* _To do_: From the entries, copy every line that carries the string "strokeStyle".

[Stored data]
################

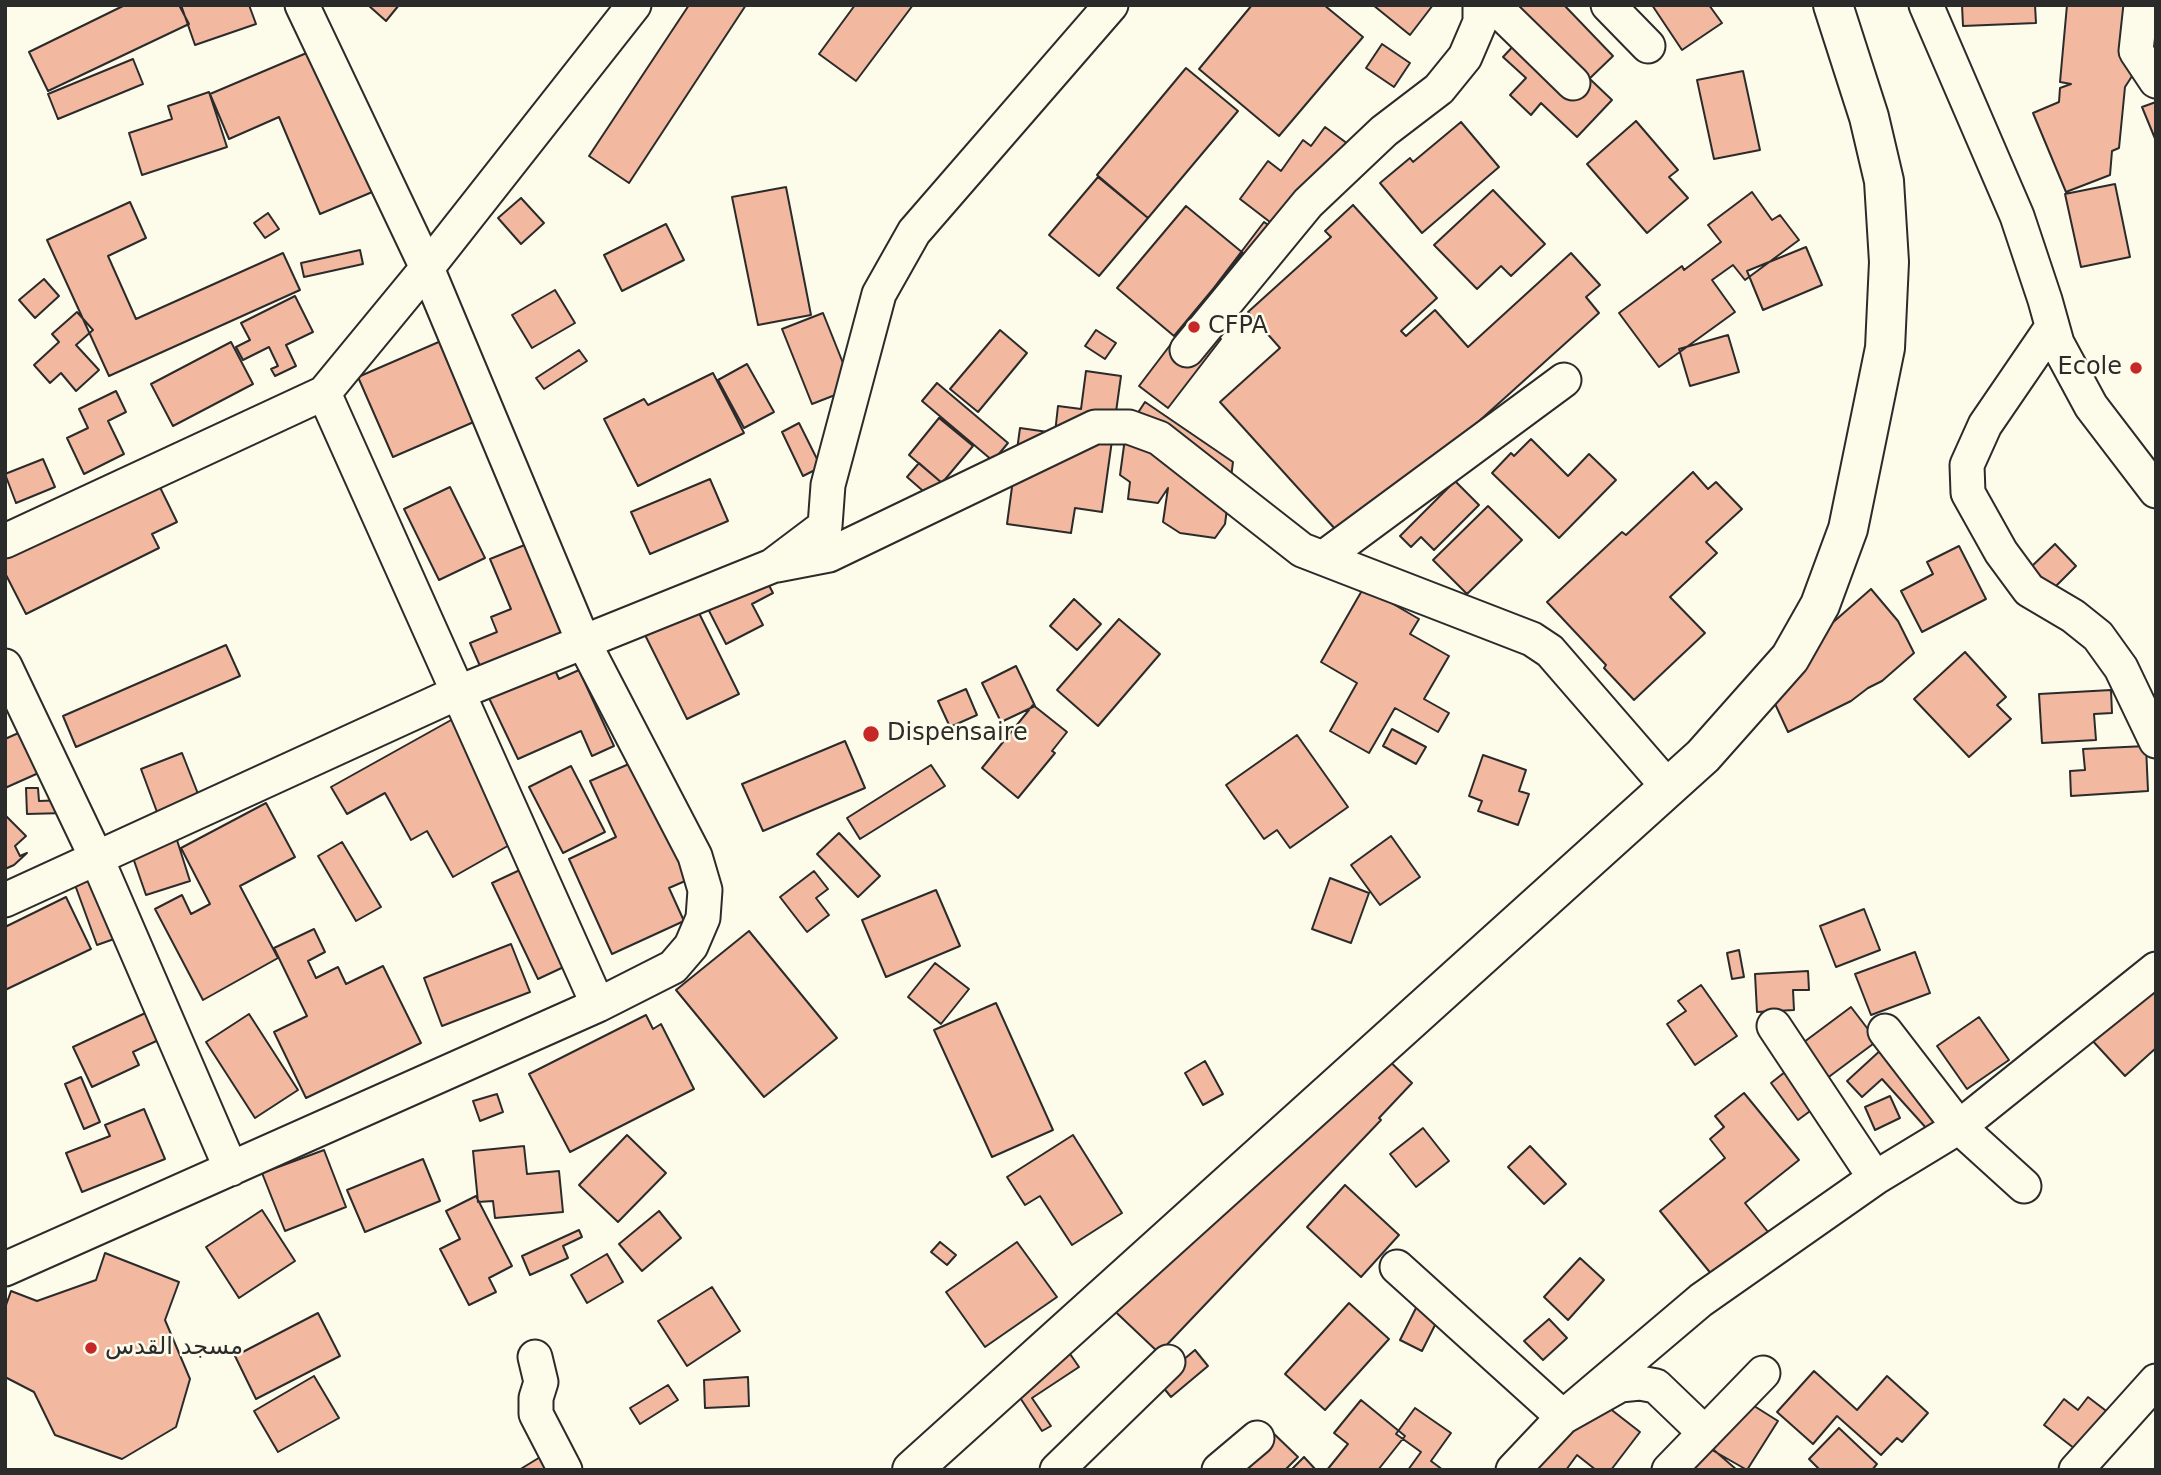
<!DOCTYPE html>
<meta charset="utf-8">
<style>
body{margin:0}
#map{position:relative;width:2161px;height:1475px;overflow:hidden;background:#fdfbea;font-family:"DejaVu Sans",sans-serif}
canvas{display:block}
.frame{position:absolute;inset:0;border:7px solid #2b2b2b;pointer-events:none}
</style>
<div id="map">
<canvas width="2161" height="1475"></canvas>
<div class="frame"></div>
</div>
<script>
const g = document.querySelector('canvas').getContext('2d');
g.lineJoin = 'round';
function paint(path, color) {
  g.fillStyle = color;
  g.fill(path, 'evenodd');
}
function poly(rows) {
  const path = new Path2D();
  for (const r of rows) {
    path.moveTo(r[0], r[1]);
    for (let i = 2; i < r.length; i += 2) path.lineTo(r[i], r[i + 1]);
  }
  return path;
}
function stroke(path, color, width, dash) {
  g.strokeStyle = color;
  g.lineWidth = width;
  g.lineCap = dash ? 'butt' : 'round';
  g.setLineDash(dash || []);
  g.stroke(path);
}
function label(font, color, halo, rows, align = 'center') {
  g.font = font + ' "DejaVu Sans","Noto Naskh Arabic",sans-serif';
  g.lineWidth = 5;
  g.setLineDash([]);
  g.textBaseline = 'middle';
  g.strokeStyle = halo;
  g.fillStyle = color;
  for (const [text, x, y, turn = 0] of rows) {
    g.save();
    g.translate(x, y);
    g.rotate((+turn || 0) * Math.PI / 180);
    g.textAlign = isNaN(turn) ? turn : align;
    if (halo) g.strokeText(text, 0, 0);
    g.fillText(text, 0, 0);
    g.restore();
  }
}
const building = poly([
 [125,5,179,5,189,24,48,91,29,52,125,5],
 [181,5,249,5,256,24,195,45,181,5],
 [368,5,399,5,386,21,368,5],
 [689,5,746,5,629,183,589,156,689,5],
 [855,5,913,5,856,81,819,54,855,5],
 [1252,5,1324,5,1363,37,1279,136,1199,69,1252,5],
 [1373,5,1433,5,1410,35,1373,5],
 [1511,5,1564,5,1613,56,1586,82,1511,5],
 [1652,5,1709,5,1722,23,1682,50,1652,5],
 [1962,5,2035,5,2036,23,1963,26,1962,5],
 [2067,5,2143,5,2137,60,2156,30,2156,82,2136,70,2125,87,2119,148,2112,151,2110,175,2066,192,2033,113,2059,102,2060,88,2071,84,2060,82,2067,5],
 [1533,25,1612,100,1577,137,1541,103,1531,115,1510,95,1526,78,1503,57,1533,25],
 [1382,44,1410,63,1394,87,1366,68,1382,44],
 [316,49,377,190,320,214,279,117,229,139,210,94,316,49],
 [133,59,143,84,58,119,48,94,133,59],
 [1186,68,1238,111,1148,218,1097,175,1186,68],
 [1743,71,1760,150,1714,159,1697,80,1743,71],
 [209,92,227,147,142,175,129,133,172,119,168,106,209,92],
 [2156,102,2156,141,2142,107,2156,102],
 [1636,121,1678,170,1669,177,1688,198,1647,233,1587,164,1636,121],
 [1461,122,1499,167,1422,233,1380,183,1410,158,1413,162,1461,122],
 [1325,127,1348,144,1283,232,1240,199,1268,161,1281,171,1303,140,1311,146,1325,127],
 [1098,177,1148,218,1099,276,1049,235,1098,177],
 [2115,184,2130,257,2081,267,2065,194,2115,184],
 [786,187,811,315,758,325,732,197,786,187],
 [1493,190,1545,244,1511,276,1501,266,1477,289,1434,245,1493,190],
 [1752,192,1772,220,1780,215,1799,240,1745,280,1733,265,1712,280,1735,312,1659,367,1619,313,1682,266,1684,270,1721,242,1708,225,1752,192],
 [521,198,544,223,521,244,498,218,521,198],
 [130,202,146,238,108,256,136,319,283,253,300,290,109,376,47,240,130,202],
 [1353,205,1437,298,1401,331,1406,336,1435,310,1468,347,1571,253,1600,285,1586,297,1599,313,1346,541,1220,402,1280,348,1248,312,1331,237,1325,231,1353,205],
 [1186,206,1243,253,1174,336,1117,288,1186,206],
 [268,213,279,229,265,238,254,223,268,213],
 [1264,222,1281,234,1209,330,1221,339,1168,408,1139,386,1264,222],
 [666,224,684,260,622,291,604,255,666,224],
 [1806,247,1822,285,1763,310,1747,271,1806,247],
 [360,250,363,264,304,277,301,263,360,250],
 [44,279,59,296,35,318,19,300,44,279],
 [555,290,575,323,532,348,512,315,555,290],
 [295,296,313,332,286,345,296,366,275,376,271,369,278,366,269,347,243,360,236,347,250,340,241,323,295,296],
 [77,312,93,330,76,345,99,370,76,391,61,373,50,383,34,365,59,342,52,334,77,312],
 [823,313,853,388,812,404,782,329,823,313],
 [1000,330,1027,353,978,412,950,389,1000,330],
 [1096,330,1116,343,1105,359,1085,346,1096,330],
 [1728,335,1739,372,1690,386,1679,349,1728,335],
 [441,341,476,421,393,457,358,377,441,341],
 [231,342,253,384,173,426,151,384,231,342],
 [579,350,587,361,544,389,536,378,579,350],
 [747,364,774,412,744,428,718,380,747,364],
 [1086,371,1121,376,1102,512,1075,508,1071,533,1007,524,1020,428,1055,433,1058,406,1081,409,1086,371],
 [713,373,744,433,638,486,604,419,644,399,648,405,713,373],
 [937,383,1008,443,993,461,922,401,937,383],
 [116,391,126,412,108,421,124,454,84,474,67,438,88,428,79,409,116,391],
 [1145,402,1233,462,1225,524,1215,538,1180,533,1163,522,1168,488,1158,503,1128,499,1130,482,1120,475,1126,431,1145,402],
 [939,418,973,446,942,483,909,455,939,418],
 [799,423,821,467,803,476,782,432,799,423],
 [1531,439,1568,476,1589,454,1616,480,1559,538,1492,473,1511,453,1514,456,1531,439],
 [43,459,55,487,16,503,5,474,43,459],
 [919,463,942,483,930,497,907,477,919,463],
 [1693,472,1708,489,1716,482,1742,509,1706,542,1717,553,1670,597,1705,633,1634,700,1604,668,1606,665,1547,602,1622,532,1626,535,1693,472],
 [154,475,177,522,152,534,159,548,26,614,5,573,5,548,154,475],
 [710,479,728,521,650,554,631,512,710,479],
 [1455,481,1479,505,1434,550,1421,537,1411,547,1400,536,1455,481],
 [450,487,485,558,439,580,404,509,450,487],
 [1488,506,1522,540,1467,594,1433,560,1488,506],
 [542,538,578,626,480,666,470,643,497,632,491,617,511,609,490,559,542,538],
 [2055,544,2076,566,2053,589,2031,567,2055,544],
 [1959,546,1986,599,1922,632,1901,591,1933,574,1927,562,1959,546],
 [763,574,773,593,752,604,763,625,726,644,705,603,763,574],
 [1364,587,1419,619,1410,634,1449,656,1424,699,1449,713,1438,732,1395,708,1369,753,1330,731,1357,683,1321,662,1364,587],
 [1871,589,1898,621,1914,653,1882,681,1868,688,1851,701,1788,732,1765,682,1871,589],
 [1074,599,1101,624,1077,650,1050,626,1074,599],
 [696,607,739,694,687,719,644,633,696,607],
 [1119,619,1160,654,1098,726,1057,690,1119,619],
 [226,645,240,676,76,747,63,716,226,645],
 [1965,652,2006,697,1997,705,2011,719,1969,757,1914,699,1965,652],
 [1016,666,1035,706,1001,722,982,683,1016,666],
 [554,668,559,679,579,670,614,746,592,756,581,731,518,759,489,698,554,668],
 [966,689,977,715,950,727,938,701,966,689],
 [2111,690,2112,713,2094,714,2096,740,2042,743,2039,694,2111,690],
 [1033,705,1067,732,1052,751,1055,753,1018,798,982,768,1033,705],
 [453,719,520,839,453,877,427,831,411,840,385,793,347,814,331,787,453,719],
 [34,726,52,767,5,788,5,739,34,726],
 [1392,729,1426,747,1416,764,1383,746,1392,729],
 [1297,735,1348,807,1290,848,1277,830,1264,839,1226,785,1297,735],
 [845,741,865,788,763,831,742,784,845,741],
 [2146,746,2148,791,2071,796,2070,771,2085,770,2083,749,2146,746],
 [182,753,202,804,160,820,141,769,182,753],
 [1483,755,1526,770,1519,791,1529,794,1518,825,1478,811,1482,801,1469,796,1483,755],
 [638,760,692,878,669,888,684,921,612,954,569,859,616,837,590,781,638,760],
 [931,765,945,786,860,839,847,818,931,765],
 [571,766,605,832,563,853,529,787,571,766],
 [26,788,38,788,39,801,65,800,65,813,27,814,26,788],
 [266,803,295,857,240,886,278,958,203,1000,155,909,182,895,191,914,210,904,181,848,266,803],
 [5,815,26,836,15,846,20,856,27,853,14,865,5,869,5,815],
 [839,833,880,876,858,897,817,854,839,833],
 [1391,836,1420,877,1380,905,1351,865,1391,836],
 [176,837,190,881,146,895,131,852,176,837],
 [342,842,381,907,356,921,318,856,342,842],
 [105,862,131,933,97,945,71,874,105,862],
 [537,862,583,958,538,979,492,883,537,862],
 [814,871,828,889,816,898,829,915,807,932,780,897,814,871],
 [1330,878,1369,893,1351,943,1312,929,1330,878],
 [936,890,960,946,886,977,862,920,936,890],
 [66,897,91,949,5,990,5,927,66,897],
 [1864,909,1880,950,1836,967,1820,926,1864,909],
 [314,929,325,952,308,961,316,978,338,967,346,984,383,966,421,1043,306,1098,274,1032,307,1016,274,948,314,929],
 [749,931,837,1038,764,1097,676,990,749,931],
 [511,944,530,992,442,1026,424,978,511,944],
 [1739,950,1744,977,1732,979,1727,953,1739,950],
 [1915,952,1930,993,1871,1015,1855,974,1915,952],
 [935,963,969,989,941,1024,908,997,935,963],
 [1808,971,1809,990,1793,990,1794,1010,1757,1012,1755,974,1808,971],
 [1701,985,1737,1036,1695,1065,1667,1024,1686,1011,1678,1001,1701,985],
 [2149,986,2156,993,2156,1048,2125,1076,2090,1038,2149,986],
 [996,1003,1053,1130,992,1157,934,1030,996,1003],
 [1851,1007,1877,1041,1826,1079,1800,1045,1851,1007],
 [156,1008,169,1035,133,1052,139,1065,92,1087,73,1047,156,1008],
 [249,1014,298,1090,255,1118,206,1042,249,1014],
 [646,1015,653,1029,661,1024,694,1089,570,1152,529,1074,646,1015],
 [1979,1017,2009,1060,1967,1089,1937,1046,1979,1017],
 [1375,1047,1412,1083,1379,1118,1381,1120,1159,1353,1103,1300,1375,1047],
 [1883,1048,1949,1108,1927,1129,1882,1079,1862,1097,1847,1081,1883,1048],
 [1205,1061,1223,1094,1203,1105,1185,1073,1205,1061],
 [1790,1068,1817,1106,1798,1120,1771,1083,1790,1068],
 [81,1077,100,1122,84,1129,65,1084,81,1077],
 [1744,1093,1799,1160,1745,1203,1772,1237,1717,1281,1660,1211,1725,1158,1710,1139,1724,1127,1715,1116,1744,1093],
 [497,1094,503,1112,480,1121,473,1101,497,1094],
 [1890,1096,1900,1118,1875,1130,1865,1107,1890,1096],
 [144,1109,165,1159,82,1192,66,1153,110,1136,105,1125,144,1109],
 [1423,1128,1449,1161,1416,1187,1390,1154,1423,1128],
 [627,1135,666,1173,618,1222,579,1185,627,1135],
 [1073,1135,1122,1213,1072,1245,1040,1196,1025,1205,1007,1177,1073,1135],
 [524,1146,527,1174,559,1171,563,1212,495,1218,493,1201,478,1202,473,1151,524,1146],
 [1530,1146,1566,1184,1544,1204,1508,1167,1530,1146],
 [324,1150,346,1207,285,1231,262,1173,324,1150],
 [423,1159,440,1201,365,1232,347,1190,423,1159],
 [1345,1185,1399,1235,1361,1277,1307,1227,1345,1185],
 [476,1196,512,1266,489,1278,496,1292,469,1305,440,1249,460,1239,446,1211,476,1196],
 [262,1210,295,1261,239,1298,206,1247,262,1210],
 [659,1211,681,1238,642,1271,619,1244,659,1211],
 [579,1230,582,1237,563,1246,568,1258,530,1275,522,1256,579,1230],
 [940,1242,956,1255,947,1265,931,1252,940,1242],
 [1017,1242,1057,1297,985,1347,946,1292,1017,1242],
 [105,1253,179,1282,165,1320,190,1379,176,1427,122,1459,55,1435,34,1392,5,1377,5,1308,11,1291,37,1301,96,1280,105,1253],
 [607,1254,623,1282,587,1303,571,1275,607,1254],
 [1580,1258,1604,1280,1568,1320,1544,1297,1580,1258],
 [712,1287,740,1331,687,1366,658,1321,712,1287],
 [1419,1302,1441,1313,1422,1351,1400,1340,1419,1302],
 [1349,1303,1389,1339,1325,1410,1285,1374,1349,1303],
 [318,1313,340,1356,256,1399,235,1356,318,1313],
 [1549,1319,1567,1338,1543,1360,1524,1341,1549,1319],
 [1066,1348,1079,1367,1032,1398,1051,1426,1042,1431,1011,1384,1066,1348],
 [1195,1350,1208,1366,1171,1397,1158,1381,1195,1350],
 [1814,1371,1857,1410,1887,1376,1928,1413,1902,1442,1897,1438,1881,1455,1837,1416,1813,1444,1777,1412,1814,1371],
 [314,1376,339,1418,278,1452,254,1411,314,1376],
 [748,1377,749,1406,705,1408,704,1380,748,1377],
 [668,1385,678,1400,640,1424,630,1408,668,1385],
 [1586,1390,1640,1432,1611,1470,1596,1470,1577,1455,1566,1470,1525,1470,1586,1390],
 [2088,1397,2122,1423,2092,1462,2044,1425,2064,1399,2078,1410,2088,1397],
 [1743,1399,1778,1421,1747,1470,1712,1450,1743,1399],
 [1361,1400,1405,1436,1378,1470,1327,1470,1348,1444,1334,1433,1361,1400],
 [1415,1408,1451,1433,1431,1461,1443,1470,1408,1470,1421,1452,1396,1434,1415,1408],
 [1839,1428,1877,1464,1872,1470,1820,1470,1809,1459,1839,1428],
 [1270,1430,1298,1457,1285,1470,1230,1470,1270,1430],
 [1700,1438,1737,1470,1673,1470,1700,1438],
 [550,1451,562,1470,519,1470,550,1451],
 [1304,1457,1316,1470,1291,1470,1304,1457]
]);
paint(building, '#f2b8a0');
stroke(building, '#2b2b2b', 2);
const minor = poly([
 [1493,5,1573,83],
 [1608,5,1648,46],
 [1926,5,2017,216,2045,300,2057,343,2091,406,2156,491],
 [2141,5,2136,51,2156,81],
 [2052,327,1985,425,1967,465,1968,493,2001,552,2029,590,2073,616,2098,636,2121,668,2156,741],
 [1187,350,1308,203,1384,131,1439,89,1465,57,1480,22,1480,5],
 [324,393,427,268,634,5],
 [5,541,324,393,598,1005],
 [1323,558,1564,380],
 [777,565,829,555,1095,427,1129,427,1159,438,1302,550,1532,639,1550,651,1668,787],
 [5,666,97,859,231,1169],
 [5,900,457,693,772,566,825,526,828,485,879,294,914,232,1111,5],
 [1774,1026,1875,1178],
 [1885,1031,1959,1127,2024,1186],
 [1397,1267,1563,1417,1620,1385,1640,1383,1656,1386,1705,1433],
 [5,1269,598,1005,673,967,691,946,703,918,705,890,695,856,583,641,427,268,302,5],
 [535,1357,541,1382,536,1398,536,1414,565,1470],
 [1057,1470,1168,1362],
 [1219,1470,1257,1438],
 [1513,1470,1563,1417,1701,1300,1875,1178,1959,1127,2156,969],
 [1669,1470,1763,1373],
 [2076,1470,2156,1381]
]);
const major = poly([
 [912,1470,1703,756,1790,658,1820,605,1848,529,1885,348,1889,262,1884,181,1869,117,1833,5]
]);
stroke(minor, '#2b2b2b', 37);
stroke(major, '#2b2b2b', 42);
stroke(minor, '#fdfbea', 33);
stroke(major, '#fdfbea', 38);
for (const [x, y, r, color] of [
 [1194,327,7,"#c62828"],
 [2136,368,7,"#c62828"],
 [871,734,9,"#c62828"],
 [91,1348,7,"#c62828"]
]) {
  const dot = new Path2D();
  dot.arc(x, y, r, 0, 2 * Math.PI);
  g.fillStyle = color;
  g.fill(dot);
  stroke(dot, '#fdfbea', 2.5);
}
label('24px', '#2b2b2b', '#fdfbea', [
 ["CFPA",1208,327],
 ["Ecole",2122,368,"right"],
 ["Dispensaire",887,734],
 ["مسجد القدس",105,1348]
], 'left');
</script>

################

* _Reply_:
  g.strokeStyle = color;
  g.strokeStyle = halo;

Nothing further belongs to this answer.